Our results on the primary validation dataset using the ensemble of six models trained with 512 × 512 sized retinal images, show overall improved performance in comparison to the single model on same input size, and in the cases of NRDME/RDME, QRDR and PIMEC also in comparison to the single model results using largest 2095 × 2095 sized retinal images, yet with the huge savings in the time budget of training/inference, i.e. reaching comparable performance with nearly one quarter of the wall clock time. However, the computational cost in training an ensemble model grows linearly with the number of models. For smaller than 512 × 512 sized retinal images it is natural to assume on the basis of the single model results that with the ensemble approach savings in the time budget of training/inference will increase even more but with poorer performance. The situation with ensemble approach for larger than 512 × 512 sized images is expected to be the opposite, i.e. giving rise to comparable or even larger time budget of training/inference but with only very marginal improvement to already very good performance of the single models. It is interesting to note that deep learning models trained on a small set of retinal images do not learn identical features, as there exists variation in the predictive performance between the single model and the ensemble model trained on same sized images, even when the neural networks are identically initialized to ImageNet pretrained weights, which is a valuable observation. Furthermore, we can state that the ensemble approach increases the robustness of the classification, as evidenced by our ensemble model experiment outperforming the single 512 × 512 retinal image based model in every classification task. These observations are of practical importance from the deep learning methodology and medical technology synthesis points of view.

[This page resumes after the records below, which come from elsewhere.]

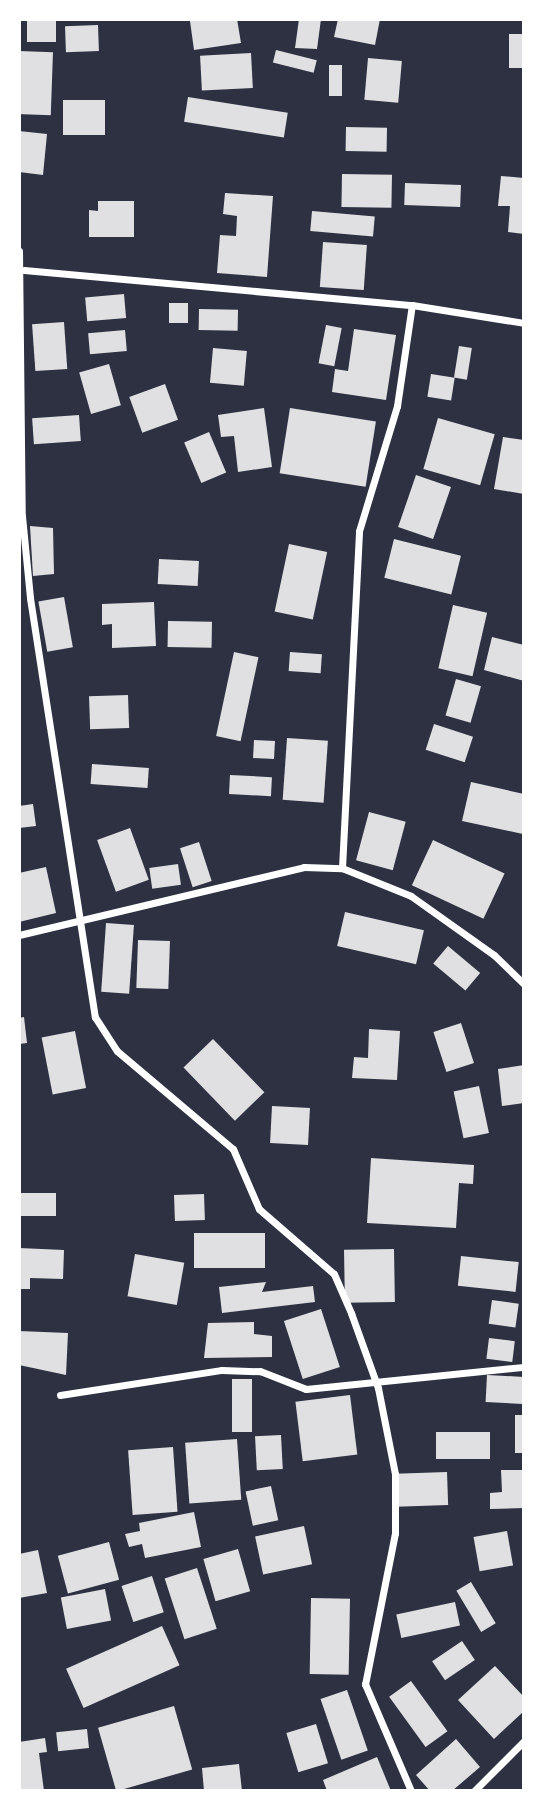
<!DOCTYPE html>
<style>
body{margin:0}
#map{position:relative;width:543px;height:1810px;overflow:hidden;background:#2d3142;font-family:"Source Sans 3",sans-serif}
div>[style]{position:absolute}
.building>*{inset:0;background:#e0e0e3;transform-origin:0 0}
.minor>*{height:7px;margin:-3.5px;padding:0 3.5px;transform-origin:3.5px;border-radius:3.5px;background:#fff}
span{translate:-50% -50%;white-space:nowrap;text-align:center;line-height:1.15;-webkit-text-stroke:5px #fff;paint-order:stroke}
.frame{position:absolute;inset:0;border:21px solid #fff;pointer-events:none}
</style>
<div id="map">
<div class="building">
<i style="left:27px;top:19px;width:29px;height:23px"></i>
<i style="clip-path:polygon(237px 19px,241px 43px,194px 50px,190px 21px)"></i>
<i style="clip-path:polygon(299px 19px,321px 19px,317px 49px,295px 48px)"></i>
<i style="clip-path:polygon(338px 19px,380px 19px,375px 45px,334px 37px)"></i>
<i style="left:98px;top:25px;width:26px;height:33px;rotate:88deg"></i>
<i style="left:509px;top:34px;width:15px;height:34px"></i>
<i style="left:276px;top:50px;width:42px;height:13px;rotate:14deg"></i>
<i style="left:19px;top:51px;width:34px;height:63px;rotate:2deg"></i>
<i style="left:251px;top:53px;width:35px;height:51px;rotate:87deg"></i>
<i style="left:368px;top:58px;width:34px;height:42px;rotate:5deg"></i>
<i style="left:329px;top:65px;width:13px;height:31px"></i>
<i style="left:188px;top:97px;width:101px;height:25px;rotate:9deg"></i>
<i style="left:105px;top:100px;width:35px;height:42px;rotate:90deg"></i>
<i style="left:346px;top:127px;width:41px;height:24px;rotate:1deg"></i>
<i style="clip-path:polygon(19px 131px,47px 134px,43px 175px,19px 172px)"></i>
<i style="left:342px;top:174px;width:50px;height:33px;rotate:1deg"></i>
<i style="clip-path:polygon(501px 176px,524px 178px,524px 234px,508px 232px,510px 206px,498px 206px)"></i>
<i style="left:405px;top:183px;width:56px;height:22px;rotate:2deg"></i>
<i style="clip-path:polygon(225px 193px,273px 196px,267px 277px,217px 273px,220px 235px,236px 236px,237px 216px,223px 214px)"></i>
<i style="clip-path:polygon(98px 201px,134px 201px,134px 237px,89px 237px,89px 210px,98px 211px)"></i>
<i style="left:312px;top:211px;width:63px;height:20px;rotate:5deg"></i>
<i style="left:323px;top:242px;width:44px;height:45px;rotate:4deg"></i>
<i style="left:124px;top:294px;width:24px;height:39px;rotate:85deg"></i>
<i style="left:188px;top:303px;width:20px;height:19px;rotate:90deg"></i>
<i style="left:199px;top:309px;width:39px;height:21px;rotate:1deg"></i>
<i style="left:64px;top:322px;width:47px;height:32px;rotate:86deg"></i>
<i style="left:326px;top:325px;width:16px;height:39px;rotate:11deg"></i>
<i style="clip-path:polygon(354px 329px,396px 335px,386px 400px,332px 392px,335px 369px,348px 371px)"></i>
<i style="left:125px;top:330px;width:21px;height:37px;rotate:85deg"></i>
<i style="left:459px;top:346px;width:13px;height:32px;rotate:9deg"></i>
<i style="left:213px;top:348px;width:34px;height:35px;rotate:5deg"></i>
<i style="left:109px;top:364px;width:43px;height:31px;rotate:74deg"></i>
<i style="left:431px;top:374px;width:24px;height:23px;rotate:9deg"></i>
<i style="left:165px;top:384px;width:38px;height:38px;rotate:70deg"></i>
<i style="clip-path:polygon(264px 408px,272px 467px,238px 472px,234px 436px,221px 437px,218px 415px)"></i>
<i style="left:290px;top:408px;width:87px;height:66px;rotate:9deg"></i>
<i style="left:79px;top:415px;width:26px;height:47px;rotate:86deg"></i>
<i style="left:438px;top:418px;width:59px;height:53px;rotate:16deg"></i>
<i style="left:209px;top:432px;width:44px;height:27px;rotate:67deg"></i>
<i style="clip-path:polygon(503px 437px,524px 440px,524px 494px,494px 489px)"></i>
<i style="left:416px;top:475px;width:37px;height:55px;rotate:19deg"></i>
<i style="clip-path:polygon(30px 526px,53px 528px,54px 574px,33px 576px)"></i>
<i style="left:394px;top:539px;width:69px;height:40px;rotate:14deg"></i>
<i style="left:289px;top:544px;width:39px;height:69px;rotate:12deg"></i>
<i style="left:159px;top:559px;width:40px;height:25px;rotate:3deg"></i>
<i style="left:64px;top:597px;width:51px;height:26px;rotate:80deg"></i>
<i style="clip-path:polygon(154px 602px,156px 646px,112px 648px,112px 624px,102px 625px,102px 604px)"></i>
<i style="left:453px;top:605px;width:35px;height:65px;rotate:13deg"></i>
<i style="left:168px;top:621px;width:44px;height:26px;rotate:1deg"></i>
<i style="clip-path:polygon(492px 637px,524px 645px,524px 681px,484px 670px)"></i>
<i style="left:234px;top:652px;width:25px;height:86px;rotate:12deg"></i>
<i style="left:290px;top:652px;width:32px;height:19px;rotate:4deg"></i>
<i style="left:456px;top:679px;width:26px;height:38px;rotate:16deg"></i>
<i style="left:128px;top:695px;width:33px;height:39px;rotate:88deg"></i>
<i style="left:434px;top:724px;width:41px;height:27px;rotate:18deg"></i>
<i style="left:287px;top:738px;width:41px;height:62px;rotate:4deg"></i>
<i style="left:254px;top:740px;width:21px;height:18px;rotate:3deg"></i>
<i style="left:92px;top:764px;width:57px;height:20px;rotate:4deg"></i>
<i style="left:230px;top:775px;width:42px;height:19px;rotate:3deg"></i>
<i style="clip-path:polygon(471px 782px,524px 794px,523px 834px,462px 821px)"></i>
<i style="clip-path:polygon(33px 804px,36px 826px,19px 828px,19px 806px)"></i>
<i style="left:369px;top:812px;width:38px;height:50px;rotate:15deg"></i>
<i style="left:130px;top:828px;width:55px;height:35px;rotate:70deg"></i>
<i style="left:433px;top:840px;width:79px;height:50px;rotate:25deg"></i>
<i style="left:199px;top:842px;width:41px;height:20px;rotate:72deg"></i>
<i style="left:178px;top:864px;width:21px;height:29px;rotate:82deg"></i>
<i style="clip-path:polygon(46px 867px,56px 913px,19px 922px,19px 873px)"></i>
<i style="left:345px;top:912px;width:81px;height:35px;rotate:13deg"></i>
<i style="left:106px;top:923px;width:28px;height:69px;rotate:4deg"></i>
<i style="left:138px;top:940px;width:32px;height:48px;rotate:2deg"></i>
<i style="left:448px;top:946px;width:42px;height:23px;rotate:40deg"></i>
<i style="clip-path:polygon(24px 1017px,27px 1043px,19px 1044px,19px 1018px)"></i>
<i style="left:461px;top:1023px;width:42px;height:29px;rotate:72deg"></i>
<i style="clip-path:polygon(369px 1029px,400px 1031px,397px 1080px,352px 1078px,354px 1057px,368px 1058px)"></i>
<i style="left:75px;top:1031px;width:58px;height:34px;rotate:79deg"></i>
<i style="left:213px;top:1039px;width:74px;height:41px;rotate:46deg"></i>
<i style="clip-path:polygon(524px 1065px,524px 1103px,502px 1106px,498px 1069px)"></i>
<i style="left:479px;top:1086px;width:48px;height:26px;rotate:78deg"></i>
<i style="left:272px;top:1106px;width:38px;height:37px;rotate:3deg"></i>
<i style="clip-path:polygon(371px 1158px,474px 1165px,473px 1184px,459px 1183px,456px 1228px,367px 1223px)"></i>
<i style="left:19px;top:1193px;width:37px;height:23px"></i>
<i style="left:204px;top:1194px;width:26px;height:30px;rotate:88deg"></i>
<i style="left:265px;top:1233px;width:35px;height:71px;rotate:90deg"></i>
<i style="clip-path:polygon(19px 1248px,64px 1250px,63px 1279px,30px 1278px,30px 1289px,19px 1289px)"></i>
<i style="left:394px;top:1249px;width:53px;height:50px;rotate:89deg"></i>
<i style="left:135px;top:1254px;width:50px;height:43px;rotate:10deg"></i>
<i style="left:461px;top:1256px;width:58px;height:30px;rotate:6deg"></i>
<i style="clip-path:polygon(266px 1282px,262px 1292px,313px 1286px,315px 1302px,222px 1313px,219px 1287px)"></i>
<i style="left:492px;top:1300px;width:27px;height:24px;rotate:8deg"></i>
<i style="left:321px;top:1309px;width:61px;height:39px;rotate:72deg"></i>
<i style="clip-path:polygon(254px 1322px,254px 1334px,272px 1336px,272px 1357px,204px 1358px,208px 1323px)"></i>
<i style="clip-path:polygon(19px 1331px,68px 1333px,66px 1375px,19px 1365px)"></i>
<i style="left:489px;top:1338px;width:26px;height:21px;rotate:7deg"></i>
<i style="left:487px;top:1375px;width:37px;height:27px;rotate:3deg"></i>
<i style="left:232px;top:1379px;width:20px;height:53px"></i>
<i style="left:350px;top:1395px;width:60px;height:55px;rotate:83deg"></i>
<i style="left:515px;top:1415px;width:9px;height:38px"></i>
<i style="left:436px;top:1432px;width:54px;height:27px"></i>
<i style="left:281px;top:1435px;width:34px;height:26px;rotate:87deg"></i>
<i style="left:237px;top:1439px;width:61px;height:52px;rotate:86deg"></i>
<i style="left:173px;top:1447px;width:65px;height:45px;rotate:86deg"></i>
<i style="clip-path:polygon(501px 1470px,524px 1470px,524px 1508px,490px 1509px,490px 1493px,502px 1492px)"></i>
<i style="left:447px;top:1472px;width:33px;height:52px;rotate:88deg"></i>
<i style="left:271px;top:1486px;width:35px;height:26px;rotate:78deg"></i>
<i style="clip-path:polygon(194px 1512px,201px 1547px,145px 1558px,142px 1544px,129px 1547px,125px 1534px,140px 1531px,139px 1523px)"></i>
<i style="left:304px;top:1526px;width:39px;height:50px;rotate:78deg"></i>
<i style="left:507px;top:1531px;width:35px;height:34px;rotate:80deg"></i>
<i style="left:109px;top:1542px;width:39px;height:53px;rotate:75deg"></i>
<i style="left:238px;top:1549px;width:44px;height:36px;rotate:74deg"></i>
<i style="clip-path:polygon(38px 1550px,47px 1593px,19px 1598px,19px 1554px)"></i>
<i style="left:197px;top:1568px;width:64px;height:34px;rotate:72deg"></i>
<i style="left:152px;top:1576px;width:38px;height:32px;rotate:72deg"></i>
<i style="left:471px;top:1582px;width:48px;height:17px;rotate:59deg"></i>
<i style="left:105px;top:1589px;width:32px;height:45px;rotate:79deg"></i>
<i style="left:311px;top:1598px;width:39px;height:76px;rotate:1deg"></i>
<i style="left:455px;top:1602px;width:24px;height:60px;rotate:78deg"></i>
<i style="left:162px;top:1626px;width:43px;height:105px;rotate:66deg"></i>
<i style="left:462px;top:1641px;width:23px;height:36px;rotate:56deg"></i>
<i style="clip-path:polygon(495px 1666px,524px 1697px,524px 1711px,494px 1739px,458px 1700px)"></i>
<i style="left:411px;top:1681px;width:62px;height:27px;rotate:54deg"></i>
<i style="left:347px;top:1690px;width:64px;height:28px;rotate:71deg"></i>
<i style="left:174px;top:1706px;width:66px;height:79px;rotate:74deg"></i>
<i style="left:316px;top:1724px;width:41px;height:31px;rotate:73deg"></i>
<i style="left:87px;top:1729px;width:19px;height:31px;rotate:84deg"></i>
<i style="clip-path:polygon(45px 1738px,47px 1752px,39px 1753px,44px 1791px,19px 1791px,19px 1742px)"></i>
<i style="clip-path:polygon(456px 1739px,480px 1767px,452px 1791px,430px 1791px,416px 1775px)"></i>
<i style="clip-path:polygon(377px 1757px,391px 1791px,327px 1791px,323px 1780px)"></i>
<i style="clip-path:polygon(239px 1764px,242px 1791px,204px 1791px,202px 1768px)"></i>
</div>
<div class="minor">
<i style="left:19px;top:251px;width:265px;rotate:89.4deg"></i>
<i style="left:22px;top:516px;width:82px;rotate:84.4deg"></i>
<i style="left:30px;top:598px;width:424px;rotate:81.2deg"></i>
<i style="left:95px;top:1017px;width:40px;rotate:57.1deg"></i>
<i style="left:117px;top:1051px;width:152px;rotate:40.2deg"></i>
<i style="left:233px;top:1149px;width:65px;rotate:66.6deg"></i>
<i style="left:259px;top:1209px;width:99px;rotate:40.9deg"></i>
<i style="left:334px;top:1274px;width:43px;rotate:66.4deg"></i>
<i style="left:351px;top:1313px;width:80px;rotate:70.2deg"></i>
<i style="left:378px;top:1388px;width:88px;rotate:78.8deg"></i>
<i style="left:395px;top:1474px;width:59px;rotate:90deg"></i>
<i style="left:395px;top:1533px;width:154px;rotate:101.2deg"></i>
<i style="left:365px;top:1684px;width:116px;rotate:66.7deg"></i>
<i style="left:24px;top:270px;width:390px;rotate:5.2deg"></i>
<i style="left:412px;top:305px;width:113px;rotate:9.1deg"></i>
<i style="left:342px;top:868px;width:337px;rotate:-87.1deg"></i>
<i style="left:359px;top:531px;width:131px;rotate:-73.1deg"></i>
<i style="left:397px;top:406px;width:102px;rotate:-81.6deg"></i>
<i style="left:19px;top:935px;width:293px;rotate:-13.4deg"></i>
<i style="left:304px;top:867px;width:38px;rotate:2deg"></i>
<i style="left:342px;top:868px;width:74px;rotate:22.1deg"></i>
<i style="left:411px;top:896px;width:102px;rotate:35.4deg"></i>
<i style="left:494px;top:955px;width:42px;rotate:44deg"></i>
<i style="left:60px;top:1395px;width:164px;rotate:-8.8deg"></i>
<i style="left:222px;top:1370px;width:38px;rotate:2deg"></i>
<i style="left:260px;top:1371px;width:49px;rotate:21.4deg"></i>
<i style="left:306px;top:1389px;width:219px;rotate:-5.8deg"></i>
<i style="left:474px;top:1791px;width:71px;rotate:-45deg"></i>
</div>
<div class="frame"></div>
</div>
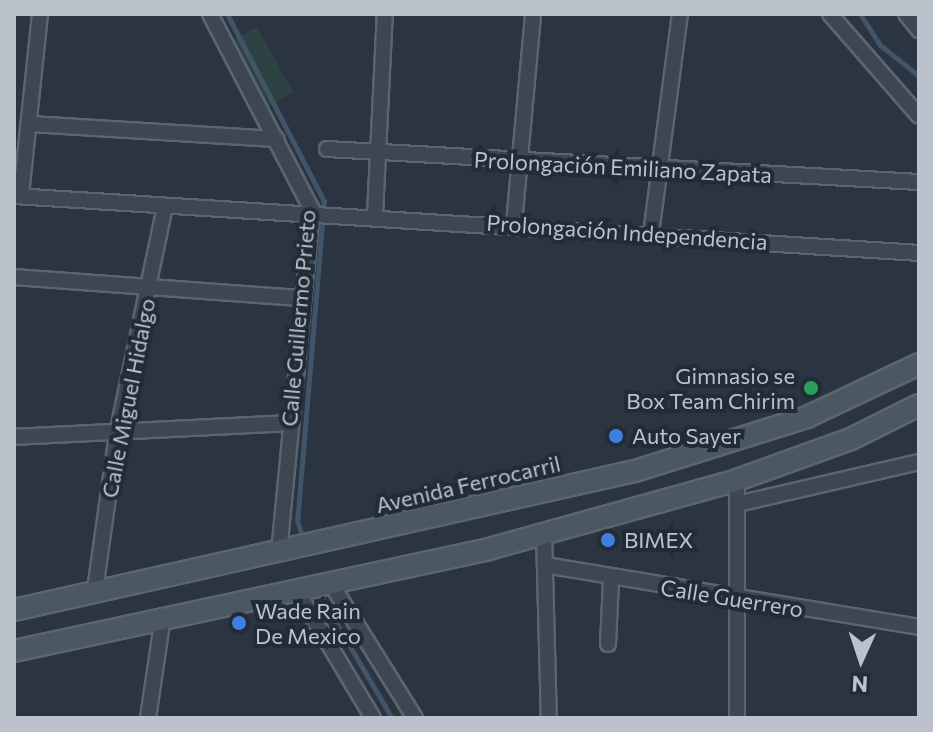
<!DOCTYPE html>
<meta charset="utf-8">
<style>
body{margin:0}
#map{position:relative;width:933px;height:732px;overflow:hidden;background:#2a3541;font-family:Commissioner,sans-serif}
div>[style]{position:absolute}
.green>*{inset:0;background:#2d4343;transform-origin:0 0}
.stream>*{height:5px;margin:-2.5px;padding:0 2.5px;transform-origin:2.5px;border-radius:2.5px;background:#415468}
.roads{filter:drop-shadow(2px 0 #5c656e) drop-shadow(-2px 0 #5c656e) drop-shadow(0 2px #5c656e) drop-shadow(0 -2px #5c656e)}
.minor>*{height:14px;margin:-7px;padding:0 7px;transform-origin:7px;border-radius:7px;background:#3e4751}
.secondary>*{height:20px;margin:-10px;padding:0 10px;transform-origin:10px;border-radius:10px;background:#4c5764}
.dots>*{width:22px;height:22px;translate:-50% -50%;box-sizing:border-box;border:4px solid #222c36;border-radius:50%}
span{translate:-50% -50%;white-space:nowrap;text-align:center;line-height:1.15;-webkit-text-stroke:8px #222c36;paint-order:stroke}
.street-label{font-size:22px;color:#bbc2cb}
.poi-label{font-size:22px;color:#bbc2cb}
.right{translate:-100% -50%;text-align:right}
.left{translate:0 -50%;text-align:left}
.frame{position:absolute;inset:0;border:16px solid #bbc2cb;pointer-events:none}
.north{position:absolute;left:821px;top:620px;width:80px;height:80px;-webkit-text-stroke:6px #222c36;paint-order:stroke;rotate:183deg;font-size:22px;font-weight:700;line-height:32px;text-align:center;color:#bbc2cb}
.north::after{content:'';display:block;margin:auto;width:28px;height:36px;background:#bbc2cb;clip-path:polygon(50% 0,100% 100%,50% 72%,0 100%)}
</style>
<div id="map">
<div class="green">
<div style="left:257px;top:27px;width:75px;height:32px;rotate:61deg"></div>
</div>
<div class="stream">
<div style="left:227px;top:14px;width:211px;rotate:62.6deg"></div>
<div style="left:324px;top:201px;width:320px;rotate:94.8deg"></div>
<div style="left:297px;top:520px;width:21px;rotate:73deg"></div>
<div style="left:860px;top:14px;width:37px;rotate:57deg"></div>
<div style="left:880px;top:45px;width:50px;rotate:38.5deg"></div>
<div style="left:318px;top:592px;width:146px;rotate:59.6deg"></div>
</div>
<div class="roads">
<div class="minor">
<div style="left:210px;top:14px;width:221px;rotate:62.5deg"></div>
<div style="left:312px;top:210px;width:342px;rotate:95.5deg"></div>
<div style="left:830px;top:14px;width:135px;rotate:48.9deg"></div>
<div style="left:906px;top:14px;width:21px;rotate:51deg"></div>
<div style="left:29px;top:124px;width:248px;rotate:3.5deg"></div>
<div style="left:327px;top:149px;width:593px;rotate:3.19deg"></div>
<div style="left:21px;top:195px;width:182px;rotate:-84deg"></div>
<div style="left:14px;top:196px;width:907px;rotate:3.6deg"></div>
<div style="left:375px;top:215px;width:201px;rotate:-87.2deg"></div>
<div style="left:514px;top:224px;width:211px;rotate:-84.8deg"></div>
<div style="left:651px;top:234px;width:222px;rotate:-82.5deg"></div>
<div style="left:14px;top:277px;width:289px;rotate:4.2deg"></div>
<div style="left:14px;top:437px;width:276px;rotate:-2.9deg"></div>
<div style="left:737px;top:504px;width:187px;rotate:-13deg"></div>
<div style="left:544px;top:533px;width:185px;rotate:88.5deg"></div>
<div style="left:545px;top:565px;width:379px;rotate:9.4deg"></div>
<div style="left:330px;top:582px;width:160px;rotate:58deg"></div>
<div style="left:95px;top:590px;width:158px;rotate:-82deg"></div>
<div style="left:117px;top:434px;width:233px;rotate:-78.1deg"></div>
<div style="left:297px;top:591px;width:148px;rotate:59.1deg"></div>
<div style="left:608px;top:644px;width:64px;rotate:-87.3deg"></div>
<div style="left:148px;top:718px;width:103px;rotate:-81.6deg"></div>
<div style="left:737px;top:718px;width:238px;rotate:-90deg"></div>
</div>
<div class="secondary">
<div style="left:14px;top:610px;width:636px;rotate:-12.62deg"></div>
<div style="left:635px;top:471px;width:180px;rotate:-17.4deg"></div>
<div style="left:807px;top:417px;width:124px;rotate:-25.3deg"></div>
<div style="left:14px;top:651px;width:486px;rotate:-12.1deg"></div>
<div style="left:489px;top:549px;width:257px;rotate:-15.5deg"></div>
<div style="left:737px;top:480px;width:121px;rotate:-19.8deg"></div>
<div style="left:851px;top:439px;width:76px;rotate:-26.6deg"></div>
</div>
</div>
<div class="dots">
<div style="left:811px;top:388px;background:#2e9e5b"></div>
<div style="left:616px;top:436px;background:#3f7fe0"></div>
<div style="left:608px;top:540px;background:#3f7fe0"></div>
<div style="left:239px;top:623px;background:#3f7fe0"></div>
</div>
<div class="street-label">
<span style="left:623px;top:167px;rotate:3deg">Prolongación Emiliano Zapata</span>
<span style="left:627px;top:232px;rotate:4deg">Prolongación Independencia</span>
<span style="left:298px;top:318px;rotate:-85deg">Calle Guillermo Prieto</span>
<span style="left:128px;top:398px;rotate:-79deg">Calle Miguel Hidalgo</span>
<span style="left:468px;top:484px;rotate:-13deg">Avenida Ferrocarril</span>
<span style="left:732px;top:598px;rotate:9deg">Calle Guerrero</span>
</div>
<div class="poi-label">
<span class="right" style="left:795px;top:388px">Gimnasio se<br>Box Team Chirim</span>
<span class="left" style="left:632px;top:436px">Auto Sayer</span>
<span class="left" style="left:624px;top:540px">BIMEX</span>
<span class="left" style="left:255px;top:623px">Wade Rain<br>De Mexico</span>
</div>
<div class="frame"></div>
<div class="north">N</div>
</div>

Finally, we acknowledge the following limitations of our present deep learning AI-system. The first one concerns the image grading reference, which in our case was provided as an agreement of two experienced and qualified graders for each image, but could unavoidably include grader biases that can result in decreased generalization performance of the model. In addition, as was expressed in Gulshan et al.4, deep learning neural networks have an inherent limitation of possibly learning features that are unknown or ignored by medical experts, when the network is only fed in an image and its grading without defining diagnostically important features such as microaneurysms and exudates as well as their numbers that are important biomarkers of diabetic retinopathy.

In our study we have demonstrated that a deep learning AI-system applied to a relatively small retinal image dataset could accurately identify the severity grades of diabetic retinopathy and macular edema and that its accuracy was improved by using high resolution and quality images.